Edited: 07/09/2008 at 02:54 PM by kknox

 Post a Comment    

    Posted By: Kent Knox @ 07/09/2008 01:59 PM     Hard-Core Software Optimization     Comments (0)  

July 1, 2008
  Mandelbrot and 16-bit fixed point multiplies ( Part I )
I recently had the opportunity to work on and help optimize a benchmark that uses fixed-point math to carry out an iterative calculation in a loop. The function of the benchmark is to calculate a Mandelbrot fractal in memory and report the time it takes to 'draw' the fractal as a rate. There are several different codepaths inside this benchmark, each implemented to take maximum advantage of different SIMD instruction sets, such as SSE2, SSSE3 and SSE4.1. The SSSE3 and SSE4.1 versions of this routine were approximately 2.7x faster than the SSE2 version. AMD processors support SSE2, SSE3 and SSE4a, so I wanted to investigate what could be done to optimize the SSE2 version of the function.
After I had a chance to visually inspect the various codepaths, it became obvious that the reason the SSSE3 and SSE4.1 routines had such a significant performance lead was due to the PMULHRSW instruction. There is not much literature available on this SSSE3 opcode, but it is defined as 'Packed Multiply High with Round and Scale' and is an instruction designed for fixed-point math. It operates on packed integer data; multiplying two packed 16-bit source words and producing a packed 16-bit destination word. The 16 bits that this instruction chooses to place in the destination register is a little unusual, as illustrated by Figure 1 below. When two 16 bit values are multiplied together, the result is a 32 bit value. However, in order to get 32 bits to fit in a 16 bit result, some bits have got to go, and the bits that PMULHRSW chooses to keep are significantly different than PMULHW or PMULLW. The red squares in the figure below represent bits PMULHRSW truncates, and the green bits are written as the result of the multiply.
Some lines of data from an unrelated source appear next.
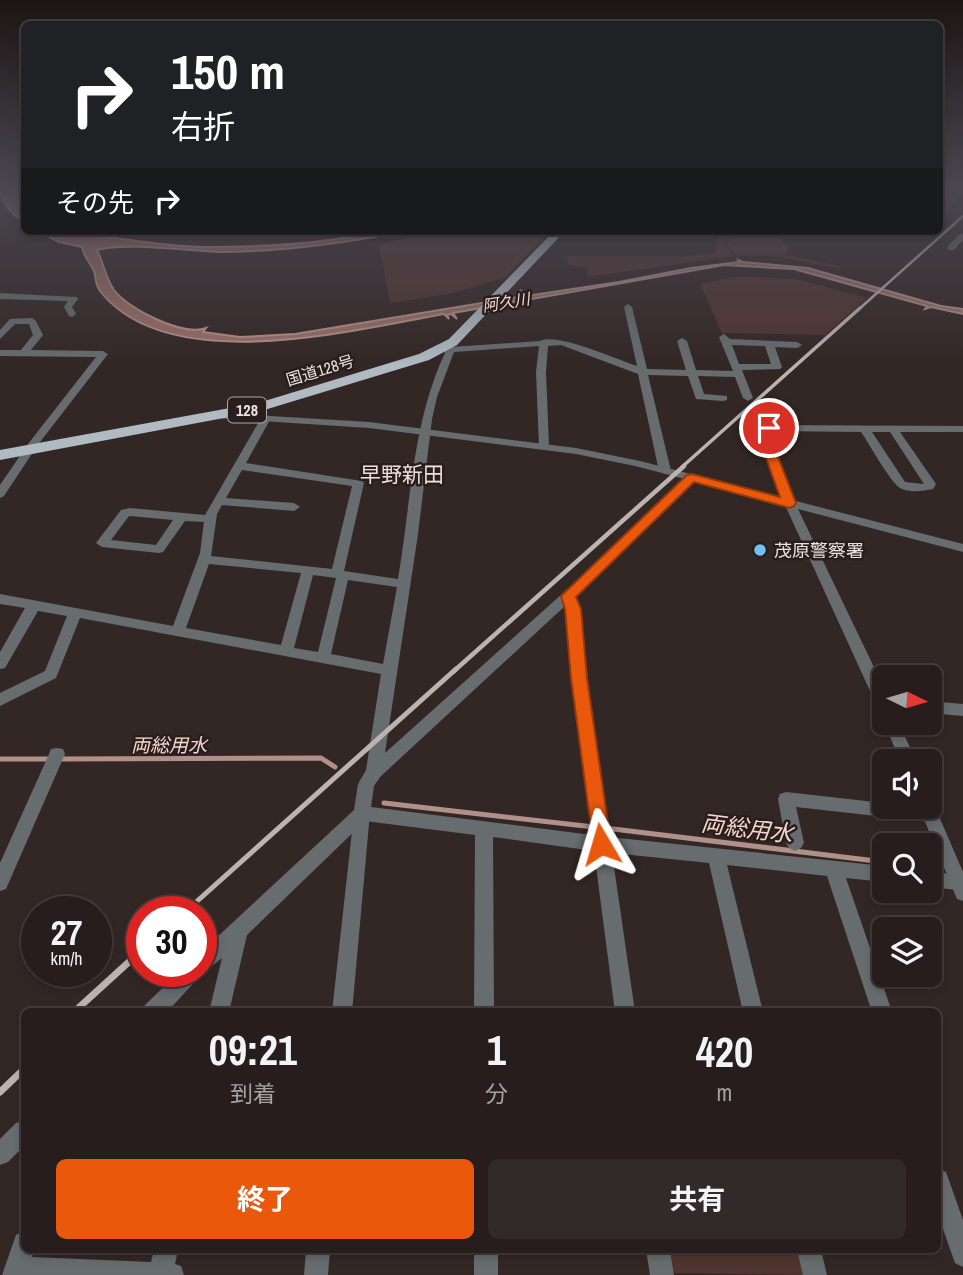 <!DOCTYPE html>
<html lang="ja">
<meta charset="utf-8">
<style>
:root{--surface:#261d1c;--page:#322a29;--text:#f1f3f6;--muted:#a4a2a3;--line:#423b3b;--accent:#ea580c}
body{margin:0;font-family:"Archivo Narrow","Noto Sans JP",sans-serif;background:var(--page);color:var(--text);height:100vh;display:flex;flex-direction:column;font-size:26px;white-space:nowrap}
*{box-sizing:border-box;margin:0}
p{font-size:23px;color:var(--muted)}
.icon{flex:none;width:38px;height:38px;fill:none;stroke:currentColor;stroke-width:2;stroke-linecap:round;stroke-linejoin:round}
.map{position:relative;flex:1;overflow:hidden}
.details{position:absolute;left:21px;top:1008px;width:920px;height:245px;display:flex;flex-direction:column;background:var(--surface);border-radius:10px;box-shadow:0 4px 10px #0003,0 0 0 2px var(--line)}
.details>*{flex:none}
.guide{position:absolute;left:21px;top:21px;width:922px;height:214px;border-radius:10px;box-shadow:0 4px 10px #0003,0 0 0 2px var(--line);background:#202124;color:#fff;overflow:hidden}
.needle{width:46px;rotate:95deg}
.controls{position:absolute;left:872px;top:665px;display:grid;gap:14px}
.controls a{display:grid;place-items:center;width:70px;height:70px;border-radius:10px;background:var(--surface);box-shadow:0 4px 10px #0003,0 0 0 2px var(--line);font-size:35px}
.speed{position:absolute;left:21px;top:896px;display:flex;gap:14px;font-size:35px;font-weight:700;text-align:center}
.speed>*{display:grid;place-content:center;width:91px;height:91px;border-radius:50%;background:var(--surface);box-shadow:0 4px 10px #0003,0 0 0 2px var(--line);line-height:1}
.speed small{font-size:18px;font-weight:400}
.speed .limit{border:10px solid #d22;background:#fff;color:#111}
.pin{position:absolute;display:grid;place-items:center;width:60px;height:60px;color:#fff;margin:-30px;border:4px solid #fff;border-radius:50%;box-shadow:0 2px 7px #0007}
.me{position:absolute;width:77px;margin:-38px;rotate:353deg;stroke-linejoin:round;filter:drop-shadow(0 0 5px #0008)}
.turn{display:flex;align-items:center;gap:24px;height:147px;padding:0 35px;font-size:32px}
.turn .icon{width:91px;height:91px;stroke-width:2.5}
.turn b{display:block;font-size:49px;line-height:60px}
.then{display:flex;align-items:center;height:66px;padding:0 35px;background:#0003;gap:14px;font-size:26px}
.eta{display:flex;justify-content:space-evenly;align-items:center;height:119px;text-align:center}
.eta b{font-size:42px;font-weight:700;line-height:49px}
.primary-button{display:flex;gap:14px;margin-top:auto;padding:14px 35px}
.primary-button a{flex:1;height:80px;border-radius:10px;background:var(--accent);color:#fff;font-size:28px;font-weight:700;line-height:80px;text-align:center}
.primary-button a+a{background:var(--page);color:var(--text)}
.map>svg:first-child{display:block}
.green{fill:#4f342f}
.water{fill:#9b6e65;stroke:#b2908a;stroke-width:2}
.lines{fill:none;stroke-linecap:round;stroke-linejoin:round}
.stream{stroke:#b2908a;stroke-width:5}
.minor{fill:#676c6f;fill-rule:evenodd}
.tertiary{fill:#676c6f;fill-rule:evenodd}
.trunk{fill:#afbac2;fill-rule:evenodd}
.rail-far4{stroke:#bcb3b1;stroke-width:2.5}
.rail-far3{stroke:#bcb3b1;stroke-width:3.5}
.rail-far2{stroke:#bcb3b1;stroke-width:4.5}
.rail-far1{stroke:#bcb3b1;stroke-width:5}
.rail{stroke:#bcb3b1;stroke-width:7}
.wall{fill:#633f39}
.building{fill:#734942;stroke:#50332e;stroke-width:2}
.route{fill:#ea580c;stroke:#983908;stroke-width:2}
.poi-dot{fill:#6fc2f4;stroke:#291e1c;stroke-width:2.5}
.labels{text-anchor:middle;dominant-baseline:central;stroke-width:5;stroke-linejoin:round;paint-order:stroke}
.far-water-label{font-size:16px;font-style:italic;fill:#f6d6d1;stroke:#291e1c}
.far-street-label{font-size:16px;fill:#e9e1df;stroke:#291e1c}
.shield{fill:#291e1c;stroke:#afa6a4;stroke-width:2}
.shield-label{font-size:16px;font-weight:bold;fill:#e9e1df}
.poi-label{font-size:18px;fill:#e9e1df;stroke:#291e1c;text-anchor:start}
.water-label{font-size:19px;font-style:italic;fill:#f6d6d1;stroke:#291e1c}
.quarter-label{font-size:21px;fill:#eedfdb;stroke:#291e1c}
.near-water-label{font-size:23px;font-style:italic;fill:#f6d6d1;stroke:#291e1c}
</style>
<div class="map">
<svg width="963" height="1275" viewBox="0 0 963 1275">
<rect width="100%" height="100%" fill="#332725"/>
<path class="green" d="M435,231h48l61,7 -40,40 -56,16 -58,9 -11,-59z
M725,231h10l-12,13 11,12 -147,21 1,-9 -19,-3 -3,-9h121l29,-3 -1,-12z
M737,231l47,5 -2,7 9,2 -6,10 55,11v3l-64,-13h-39l-11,-12z
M740,276l56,3 71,19 -42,37 -103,-2 -22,-49z
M670,1250h128l6,25 -130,-2z"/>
<path class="water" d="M0,187c23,0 25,15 24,35 -12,-8 -24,-19 -24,-35z
M38,231c55,0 109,15 165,16 40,0 79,-1 118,-6 29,-3 56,-10 85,-10 -61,12 -123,21 -186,21 -33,-1 -94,-10 -123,-2 7,13 8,27 17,40 14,19 70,47 92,38l-3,4 37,5 55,-3 228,-38 -3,-6 6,6 93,-14 72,-14 48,-6 -1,-2 5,2 65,6 133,38 22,3v5l-32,-7 -6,2 2,-3 -133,-37 -70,-4 -271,48 4,6 -6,-5 -4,1 2,4 -5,-5c-91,16 -276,64 -344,-23 -5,-6 -4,-14 -6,-20 -4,-9 -11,-15 -12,-24l-23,-5z"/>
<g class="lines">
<path class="stream" d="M0,759h50
M59,759l262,-1 14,9
M384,803l210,24
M605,828l279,34
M929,867l8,1"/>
<path class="minor" d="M960,234h3v6l-9,10h-6v-4z
M0,293l77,4 1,2 -6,8 4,7 -4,3 -3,-1 -5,-9 4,-6 -68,-2z
M628,304l4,3 15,62 39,1 -9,-29 5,-3 5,3 9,29 37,1 -14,-34 5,-3 6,5 67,3 5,3 -5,3 -22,-1 7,20 -2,2 -38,1 11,28 -5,3 -5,-3 -8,-21 -37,-1 6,18 23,2v4l-4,1 -27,-2 -8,-23 -40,-1 23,96 -6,3 -6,-3 -21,-97 -77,-29 -13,1 -2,26 3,74 -5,3 -5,-3 -3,-74 3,-26 -85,6 -17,45 -5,22 -14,115 -33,219 178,-160 125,-117h8v4l-121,117 5,12 13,115 16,113 275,29v16l-38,-4 46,134h-20l-45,-136 -100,-11 36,147h-20l-34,-149 -97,-10 23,159h-20l-21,-161 -101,-14 1,175h-20l1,-177 -110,-14 -118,114 -18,77h-20l13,-54 -20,16 -35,38h-25l3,-7 35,-34h21v-19l153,-142 4,-26 8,-14 15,-96 -301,-56 -24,60 -56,28v-13l45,-22 22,-55 -29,-5 -33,57 -5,1v-17l25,-44 -25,-4v-10l173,32 27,-73 4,-31 -19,-1 -22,31 -4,1 -57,-6 -6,-4 25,-33 9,-2 75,7 56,-97 5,-3 5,3 -25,45 116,18 2,2 -20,88 54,8c13,-76 14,-156 47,-226l-5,-6 2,-2 8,2 90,-6c17,-9 76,18 97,25l-13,-59zM732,345l33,1 6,18h-32zM242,470l110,16 -20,83 -121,-13 6,-42 5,-9 72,6 6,-4 -6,-4 -68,-5zM129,516h1l43,4 -17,25 -45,-5zM209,564l92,9 -20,72 -95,-17zM313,575l23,3 -18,74 -24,-4zM348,580l49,7 -14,77 -52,-10zM565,606l27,229 -221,-28 3,-21 6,-9z
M32,318l4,3 7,14 -12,15 72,1 5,3 -71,92 -33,50 -4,2v-13l28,-41 68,-87 -96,-1v-6h21l12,-15 -4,-11h-14l-15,15v-9l10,-11z
M766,425l197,1v6h-63l36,52 -3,5c-10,2 -24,4 -33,-1 -10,-6 -31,-45 -39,-56l-91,-1 -2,3 28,70 -6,4 -6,-4 -26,-70 4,-8zM872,432h18l34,52 -19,-2z
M929,701l34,3v12l-34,-3z
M57,748l6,1 2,5 -59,135 -6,2v-28l49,-109 2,-5z
M786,792l98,11v4l46,1 6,2 2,5 -2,5 -6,2 -134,-15 8,36 -3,5 -6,3 -6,-3 -3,-5 -8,-44 2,-5z
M929,871l34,5v12l-5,2 -29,-3z
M24,1120v26l-16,16 -8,3v-26l16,-16z
M938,1169l8,3 17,48v47l-8,-4 -17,-48z
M24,1231v19h10l-2,7 119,5 3,-12h24l-3,14 6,2 3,9h-182l14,-40z
M474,1250h24v25h-24z
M646,1250h24l4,25h-24z
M797,1250h24l6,25h-24z"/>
<path class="tertiary" d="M219,413l150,9 207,26 64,13 323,83v8l-165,-43 86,179v22l-5,-2 -3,-4 -91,-199 -150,-39 -59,-12 -207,-26 -154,-10v-4z
M884,722l15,1 17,38h-16z
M929,801l6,6 28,65v29l-6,-2 -38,-92h10z
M362,806l6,2 2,5 -18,199h-20l22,-199 2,-5z
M306,1250h24l-2,25h-24z"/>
<path class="trunk" d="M554,231h11l-108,114 -28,15 -168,51 -261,49v-10l258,-47 161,-49 30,-15z"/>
<path class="rail-far4" d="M858,310l105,-94"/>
<path class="rail-far3" d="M682,467l178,-159"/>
<path class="rail-far2" d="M454,671l230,-205"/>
<path class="rail-far1" d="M185,912l271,-243"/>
<path class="rail" d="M74,1012l68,-62
M0,1092l24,-23"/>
</g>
<path class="wall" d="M940,187l15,10 -5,13 -10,-1z"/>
<path class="building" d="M940,187h7l8,10 -15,-1z"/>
<linearGradient id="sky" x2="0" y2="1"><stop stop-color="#1c1514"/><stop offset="0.51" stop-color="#4a4751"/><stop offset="1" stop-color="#4a4751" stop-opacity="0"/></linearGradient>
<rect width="963" height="366" fill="url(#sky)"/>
<path class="route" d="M769,424l7,4 -7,6 27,69 -2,3 -4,2 -96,-26 -118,115 5,12 6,69 24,166 -3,6 -7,3 -7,-3 -23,-172 -6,-69 -4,-13 126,-121 5,-1 88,23 -23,-64z"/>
<circle class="poi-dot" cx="760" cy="550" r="7"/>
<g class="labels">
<g class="far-water-label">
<text transform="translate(506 302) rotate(-9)">阿久川</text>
</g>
<g class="far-street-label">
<text transform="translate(320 370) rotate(-17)">国道128号</text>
</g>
<rect class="shield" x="228" y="397.5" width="38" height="25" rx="5"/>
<g class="shield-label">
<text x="247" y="410">128</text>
</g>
<g class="poi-label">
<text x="774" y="550">茂原警察署</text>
</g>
<g class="water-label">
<text x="169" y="745">両総用水</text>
</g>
<g class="quarter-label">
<text x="402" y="474">早野新田</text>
</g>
<g class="near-water-label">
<text transform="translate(747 828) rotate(7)">両総用水</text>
</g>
</g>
</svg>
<div class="controls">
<a><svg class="needle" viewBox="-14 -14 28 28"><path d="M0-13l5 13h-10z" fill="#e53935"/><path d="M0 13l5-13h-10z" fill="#a4a2a3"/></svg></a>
<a><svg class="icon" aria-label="sound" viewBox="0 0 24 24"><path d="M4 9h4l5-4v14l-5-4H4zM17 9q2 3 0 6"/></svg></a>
<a><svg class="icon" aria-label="search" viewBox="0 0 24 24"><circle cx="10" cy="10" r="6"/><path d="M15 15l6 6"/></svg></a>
<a><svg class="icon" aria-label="layers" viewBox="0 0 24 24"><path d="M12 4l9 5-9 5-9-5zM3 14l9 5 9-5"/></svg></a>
</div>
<div class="speed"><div>27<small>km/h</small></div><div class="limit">30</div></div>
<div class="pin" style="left:769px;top:428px;background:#d93025"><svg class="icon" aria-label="arrive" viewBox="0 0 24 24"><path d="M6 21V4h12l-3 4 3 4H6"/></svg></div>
<svg class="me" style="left:601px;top:844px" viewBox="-20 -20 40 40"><path d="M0-17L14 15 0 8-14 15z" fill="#ea580c" stroke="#fff" stroke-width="4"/></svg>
<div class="guide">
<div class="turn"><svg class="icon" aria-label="right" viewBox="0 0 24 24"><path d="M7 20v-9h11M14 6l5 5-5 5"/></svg><div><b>150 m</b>右折</div></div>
<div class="then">その先<svg class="icon" aria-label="right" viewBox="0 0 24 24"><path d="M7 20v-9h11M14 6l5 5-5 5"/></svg></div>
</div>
<section class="details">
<div class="eta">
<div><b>09:21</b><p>到着</p></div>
<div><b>1</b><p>分</p></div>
<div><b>420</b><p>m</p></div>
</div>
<div class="primary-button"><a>終了</a><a>共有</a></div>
</section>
</div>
Figure 1: Bit selection of PMULHRSW

The 31st bit is a redundant sign bit, so it gets truncated; this is an effect of the two 16-bit sources being signed inputs. Bits 30-15 are the next 16 most significant consecutive bits, and the rest of the least significant bits are truncated. For good measure, the most significant 14th truncated bit is rounded by adding a one before being truncated; this is where the 'round' comes from in the definition of the instruction and makes sense only for fixed point numbers, as this increases the accuracy of fractional bits. Since the most significant sign bit is truncated, the answer written to the destination register is logically left shifted by 1 (the 30th bit is now the most significant bit of the 16 bit result), which in effect is multiplying the result by two; this is where the 'scale' comes from in the definition of the instruction.
This particular Mandelbrot benchmark was originally written to operate on data in a 4.12 fixed point format. For those who feel a little rusty, this Book of Hook page provides a simple review of fixed point math. The zoom of the Mandelbrot includes the real x-axis number range from -2.25 to +.75, and the imaginary y-axis number range from -1.25 to +1.25, which with signed 4.12 numbers leaves plenty of slack. The inner-loop of the Mandelbrot algorithm is a sequence of mul's and add's of complex numbers. A Mandelbrot white paper describing how to calculate the Mandelbrot algorithm can be found following the link. Also, Mike Wall has an article on performance optimization in windows in which he uses a Mandelbrot sample for his explanation; full source code available. For the SSSE3 and SSE4.1 implementation, PMULHRSW was used to multiply these 4.12 fixed point numbers; two 4.12 numbers multiplied together creates an 8.24 32-bit number, and using the bit selection technique of PMULHRSW as illustrated in Figure 2, a rounded 7.9 fixed point number is written out as the packed result. The least significant fractional bit represents 2-9, which provides enough precision to render a faithful representation of the Mandelbrot set. Eventually, this product has to be left shifted by 3 bits to get back to the original 4.12 to continue the iterations of packed mul's and add's.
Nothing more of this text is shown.